A complaint to Van Buren Animal Control led deputies to investigate. Copen said she and her husband agreed to give up more than 20 dogs.

But police got a search warrant and took them all — including her comfort dog, Bambi, which she said helps with her anxiety.

“Here, it’s a rescue,” Copen said. “I got overwhelmed, a lot of us do, but we don’t have anybody we can trust that we can ask for help, and I thought I could trust them because they were animal control and the police, and I can’t.”

Van Buren County Sheriff’s Office Lt. David Walker said the conditions at her property were so bad that officers had to wear respiratory masks.
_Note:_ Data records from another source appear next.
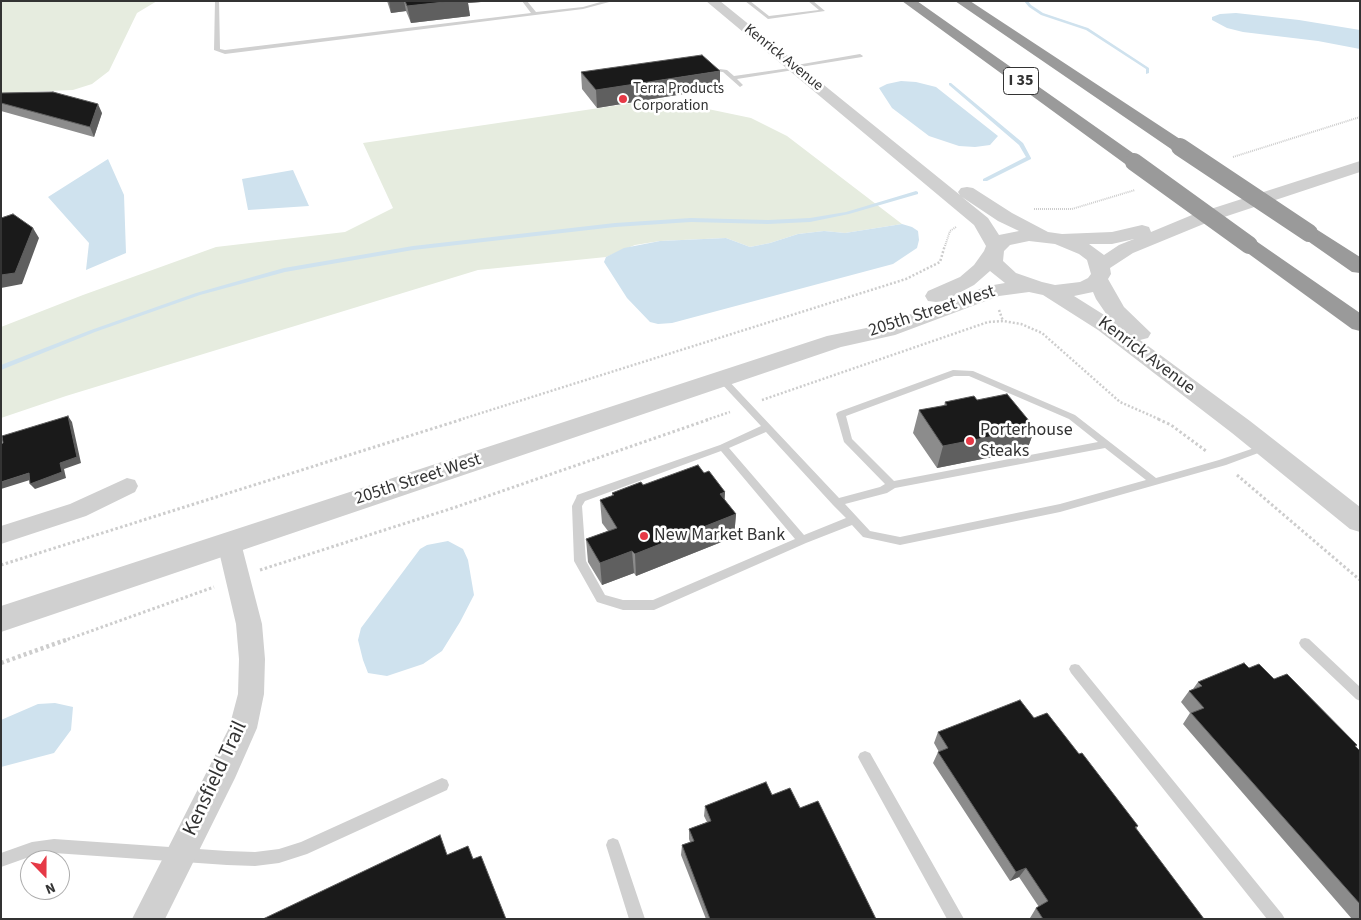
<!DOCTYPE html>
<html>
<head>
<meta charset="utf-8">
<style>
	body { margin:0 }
	#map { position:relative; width:1361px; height:920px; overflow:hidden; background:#fff; font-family:"Source Sans 3",sans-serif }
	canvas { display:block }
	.frame { position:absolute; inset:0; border:2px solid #333; pointer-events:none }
	.north { position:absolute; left:20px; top:850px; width:50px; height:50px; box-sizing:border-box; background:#fff; border:1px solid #adadad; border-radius:50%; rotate:158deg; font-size:14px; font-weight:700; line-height:20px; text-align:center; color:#333 }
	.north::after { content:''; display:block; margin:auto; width:18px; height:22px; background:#e63946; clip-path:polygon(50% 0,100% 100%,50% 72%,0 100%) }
</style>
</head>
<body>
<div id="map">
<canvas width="1361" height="920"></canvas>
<div class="frame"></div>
<div class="north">N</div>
</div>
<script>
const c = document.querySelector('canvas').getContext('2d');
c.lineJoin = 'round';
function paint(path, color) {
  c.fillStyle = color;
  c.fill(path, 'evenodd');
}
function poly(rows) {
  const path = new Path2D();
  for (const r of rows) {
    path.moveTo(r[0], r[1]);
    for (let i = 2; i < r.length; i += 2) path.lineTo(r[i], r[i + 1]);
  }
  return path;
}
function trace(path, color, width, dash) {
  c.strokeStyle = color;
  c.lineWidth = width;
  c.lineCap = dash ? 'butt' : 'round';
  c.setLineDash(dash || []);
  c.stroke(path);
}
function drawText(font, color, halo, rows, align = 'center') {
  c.font = font + ' "Source Sans 3",sans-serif';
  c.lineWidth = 5;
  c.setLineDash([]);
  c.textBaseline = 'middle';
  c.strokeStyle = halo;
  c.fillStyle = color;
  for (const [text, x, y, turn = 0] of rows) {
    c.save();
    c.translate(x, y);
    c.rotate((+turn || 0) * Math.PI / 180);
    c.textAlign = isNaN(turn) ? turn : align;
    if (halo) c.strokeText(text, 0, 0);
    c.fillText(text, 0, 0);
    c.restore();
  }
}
const green = poly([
	[1,1,157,1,137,13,109,71,92,84,73,90,1,93],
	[660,99,751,118,787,136,902,224,845,233,824,231,798,234,770,243,750,247,726,238,660,241,635,245,606,257,478,270,66,396,1,418,1,327,83,295,216,247,345,232,393,208,363,143]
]);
const water = poly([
	[1236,13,1299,20,1360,30,1360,49,1318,41,1243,32,1227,28,1212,20,1212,17,1220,14],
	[901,81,916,82,936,87,998,136,990,145,975,147,959,146,929,136,892,108,879,88,887,84],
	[108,159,124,195,126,253,86,270,89,243,48,197],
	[293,170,309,206,248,210,242,179],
	[902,224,912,227,918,231,919,240,917,248,893,264,672,323,658,324,650,322,627,298,604,262,606,257,624,248,660,241,726,238,750,247,770,243,798,234,824,231,845,233],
	[448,541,463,549,468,560,474,595,460,622,442,651,423,664,387,676,368,673,363,660,358,640,361,628,420,549,427,545],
	[55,703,73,707,71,730,54,753,1,767,1,720,38,704]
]);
const stream = poly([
	[1024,1,1028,1,1031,5,1043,13,1088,28,1149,68,1149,73,1146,74,1146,69,1086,30,1041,15,1029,7,1024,1],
	[949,83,951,83,1023,143,1031,158,1031,159,987,181,983,181,983,179,1026,157,1019,145,949,85,949,83],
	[916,191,918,192,918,194,849,214,810,222,768,224,691,222,615,227,413,250,285,272,200,295,95,332,1,370,1,365,91,330,196,293,284,268,413,246,615,223,691,218,768,220,810,218,846,212,916,191]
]);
const pathFar3 = poly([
	[1233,157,1360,117],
	[1034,209,1072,209,1135,190],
	[945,246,950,231,956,227]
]);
const pathFar2 = poly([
	[999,310,1003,321],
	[762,400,988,322,1003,321,1021,324,1042,333,1120,402,1161,420],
	[459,420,906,279,940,262,945,245],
	[706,420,730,412]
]);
const pathFar1 = poly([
	[1158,419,1171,425,1206,451],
	[1237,475,1360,580],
	[1,565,463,419],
	[260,570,456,507,710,419],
	[63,641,214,587]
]);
const path = poly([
	[1,663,66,640]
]);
const service = poly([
	[215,1,219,1,220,49,225,50,531,13,522,1,527,1,536,12,583,7,604,1,613,1,583,9,225,54,214,50,215,1],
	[745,1,750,1,769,16,819,10,808,1,813,1,825,11,768,19,745,1],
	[860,54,863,56,862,57,794,68,791,66,860,54],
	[706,67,727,70,734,76,797,67,800,69,737,79,743,85,740,87,723,72,704,70,704,68,706,67],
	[953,370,973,371,1075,415,1156,478,1219,460,1266,444,1271,447,1269,449,1226,465,1060,512,900,545,863,537,852,525,806,543,654,610,623,610,597,602,574,561,572,506,576,498,577,495,720,445,761,426,719,381,717,379,719,377,725,377,839,498,880,487,885,484,844,442,836,414,838,412,953,370],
	[954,376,969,376,1069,419,1098,442,894,481,852,439,846,416,954,376],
	[766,432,833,505,846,518,804,535,729,448,766,432],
	[1105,448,1146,480,1060,504,900,537,870,531,845,504,887,493,895,488,1105,448],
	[721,451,795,539,653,600,623,600,605,595,586,561,582,506,585,501,721,451],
	[1305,638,1309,639,1360,687,1360,701,1356,699,1301,647,1299,643,1301,639,1305,638],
	[1075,664,1079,665,1282,914,1285,919,1267,919,1071,673,1069,669,1071,665,1075,664],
	[865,751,870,753,964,919,947,919,860,761,858,757,860,753,865,751],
	[442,778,447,780,449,785,447,790,307,854,279,863,255,866,227,865,54,853,32,856,1,867,1,853,32,842,54,839,227,851,255,852,279,849,301,842,442,778],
	[613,838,618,840,620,845,645,919,629,919,606,845,608,840,613,838]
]);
const minor = poly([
	[127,478,135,480,138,486,135,492,86,516,1,544,1,526,70,504,127,478],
	[229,534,237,537,241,543,262,624,265,659,264,694,257,728,235,778,165,919,132,919,229,728,238,694,239,659,236,624,217,543,221,537,229,534]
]);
const tertiary = poly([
	[706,1,720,1,960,195,958,192,961,188,967,187,973,188,1012,213,1048,232,1062,234,1112,232,1142,225,1149,227,1151,232,1192,215,1360,161,1360,172,1206,223,1133,253,1110,268,1111,274,1108,279,1124,307,1151,333,1148,338,1140,340,1250,421,1360,507,1360,532,1350,529,1232,433,1098,330,1043,295,1029,292,999,296,895,335,841,347,1,632,1,606,827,336,881,325,988,286,1005,283,990,271,974,285,944,301,936,302,928,301,925,296,928,291,960,277,974,265,984,251,986,246,974,225,706,1],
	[962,197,998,221,1019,231,999,235,988,218,962,197],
	[1134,239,1119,245,1104,255,1089,244,1112,244,1134,239],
	[1029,241,1055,244,1079,254,1087,260,1091,274,1088,278,1080,282,1055,285,1042,282,1016,273,1003,261,1004,251,1010,245,1029,241],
	[1093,292,1096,299,1109,318,1074,296,1093,292]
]);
const motorway = poly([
	[902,1,917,1,1140,158,1143,162,1140,166,1134,167,1128,166,902,1],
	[955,1,970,1,1186,143,1189,147,1186,151,1180,152,1174,151,955,1],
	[1309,227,1316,229,1360,257,1360,273,1352,272,1302,237,1299,233,1302,229,1309,227],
	[1249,239,1256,241,1360,313,1360,331,1352,329,1242,249,1239,245,1242,241,1249,239]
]);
const motorwayBridge = poly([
	[1180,147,1309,233],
	[1134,162,1249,245]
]);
const wall = poly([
	[387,1,481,1,481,2,468,3,470,16,411,23,406,11,391,13],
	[581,72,720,88,597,108,582,89],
	[1,93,102,113,94,137,1,111],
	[977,400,1035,428,1027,450,937,468,913,433,919,410,944,406,945,402],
	[704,473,725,492,724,499,736,514,734,537,636,576,634,573,602,585,588,562,586,539,608,531,602,523,600,500,612,496,612,493],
	[1249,668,1274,679,1357,745,1356,747,1360,751,1360,919,1352,919,1183,724,1190,713,1181,702,1189,691,1193,689,1198,682],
	[1034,718,1079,754,1138,826,1136,829,1204,919,1030,919,1030,918,1036,908,1039,907,1019,877,1010,881,933,763,938,752,939,752,934,743,938,732],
	[772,795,800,808,876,919,706,919,681,855,682,845,690,842,689,839,689,829,707,822,704,816,705,806]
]);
const shadedWall = poly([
	[389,1,404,1,406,11,391,13],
	[454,1,481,1,481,2,468,3,470,16,411,23,407,6],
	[720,71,720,88,597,108,596,90],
	[98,104,102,113,94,137,90,127],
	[33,228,39,238,22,284,1,288,1,275],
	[68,416,72,422,81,463,64,469,66,478,35,489,30,484,60,463],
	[1035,428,1027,450,937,468,943,446],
	[29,473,33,479,1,489,1,482],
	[725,492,724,514,720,494],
	[736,514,734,537,636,576,635,554],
	[632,551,634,573,602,585,600,563],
	[1026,868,1019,877,1010,881,1016,872]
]);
const building = poly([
	[405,1,454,1,407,6,405,1],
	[702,55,720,71,596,90,581,72,702,55],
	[53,92,98,104,90,127,1,103,1,93,53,92],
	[13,214,33,228,15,273,1,275,1,218,13,214],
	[1007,394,1035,428,943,446,919,410,947,405,945,402,974,396,977,400,1007,394],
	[68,416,77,457,60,463,62,472,30,484,29,473,1,482,1,444,3,443,2,436,68,416],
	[698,465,704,473,709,471,725,492,720,494,736,514,635,554,632,551,600,563,586,539,617,528,600,500,614,495,612,493,641,482,643,485,698,465],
	[1244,663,1249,668,1259,664,1274,679,1287,674,1357,745,1355,746,1360,751,1360,904,1191,713,1204,708,1189,691,1202,686,1198,682,1244,663],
	[1020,700,1034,718,1047,713,1079,754,1082,753,1138,826,1135,827,1204,919,1043,919,1036,908,1048,901,1026,868,1016,872,938,752,948,748,938,732,1020,700],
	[766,782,772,795,790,788,800,808,818,801,876,919,710,919,682,845,694,841,689,829,711,821,705,806,766,782],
	[440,835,447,855,468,846,473,859,481,856,506,919,263,919,440,835]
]);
const markers = [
	[623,99,5,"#e63946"],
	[970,441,5,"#e63946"],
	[644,536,5,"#e63946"]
];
const farStreetnames = [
	["Kenrick Avenue",783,58,39]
];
const farPoinames = [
	["Terra Products",633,90],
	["Corporation",633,107]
];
const shields = [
	[1021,81,35]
];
const shieldNames = [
	["I 35",1021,81]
];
const streetNames = [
	["205th Street West",932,312,-18],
	["Kenrick Avenue",1146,356,37],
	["205th Street West",418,480,-18]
];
const poiNames = [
	["Porterhouse",980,431],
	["Steaks",980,452],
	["New Market Bank",654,536]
];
const nearStreetnames = [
	["Kensfield Trail",216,779,-65]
];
paint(green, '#e6ecdf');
paint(water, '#cfe2ee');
paint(stream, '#cfe2ee');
trace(pathFar3, '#cdcdcd', 2, [1, 1]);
trace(pathFar2, '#cdcdcd', 2.5, [2, 2]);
trace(pathFar1, '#cdcdcd', 3, [2.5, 2.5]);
trace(path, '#cdcdcd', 4.5, [3, 3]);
paint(service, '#d0d0d0');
paint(minor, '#d0d0d0');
paint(tertiary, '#d0d0d0');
paint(motorway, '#9a9a9a');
trace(motorwayBridge, '#9a9a9a', 18);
paint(wall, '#8c8c8c');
paint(shadedWall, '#5f5f5f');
paint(building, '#1a1a1a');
trace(building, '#5f5f5f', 1);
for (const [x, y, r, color] of markers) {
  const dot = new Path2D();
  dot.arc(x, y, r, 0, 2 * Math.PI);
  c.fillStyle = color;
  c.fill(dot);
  trace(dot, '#fff', 2);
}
drawText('15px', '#333', '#fff', farStreetnames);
drawText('15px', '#333', '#fff', farPoinames, 'left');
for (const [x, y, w] of shields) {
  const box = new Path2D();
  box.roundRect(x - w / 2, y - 13.5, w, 27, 4);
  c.fillStyle = '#fff';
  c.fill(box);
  trace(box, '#333', 1);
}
drawText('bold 16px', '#333', null, shieldNames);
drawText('18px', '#333', '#fff', streetNames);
drawText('18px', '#333', '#fff', poiNames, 'left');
drawText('21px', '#333', '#fff', nearStreetnames);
</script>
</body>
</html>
“Several hundred feet away from the home, the smell from the residence was just outrageous,” he said. “I mean, you’re talking the smell of animal feces, the smell of ammonia from animals urinating.”

Inside the home was just as bad, he said.

“There was probably not an inch or two of the floor, the stairway, furniture that did not have some type of animal waste on it,” Walker said. “There was a lack of food, a lack of water.”

It took officers eight hours to round up the animals.

“All of us got bit by fleas,” he said.

Walker said the couple told them they were running a rescue.

“They thought they were doing the right thing,” he said. “I think that they were providing just the opposite, with the overcrowding of the dogs, and the diseases and flea problems and the lack of food.”

Van Buren County Animal Control already has sent more than 20 dogs to rescue programs after the couple agreed to give them up. The rest are at the animal control center being evaluated. Depending on what happens in court, the center hopes to send the rest to rescue programs for adoption.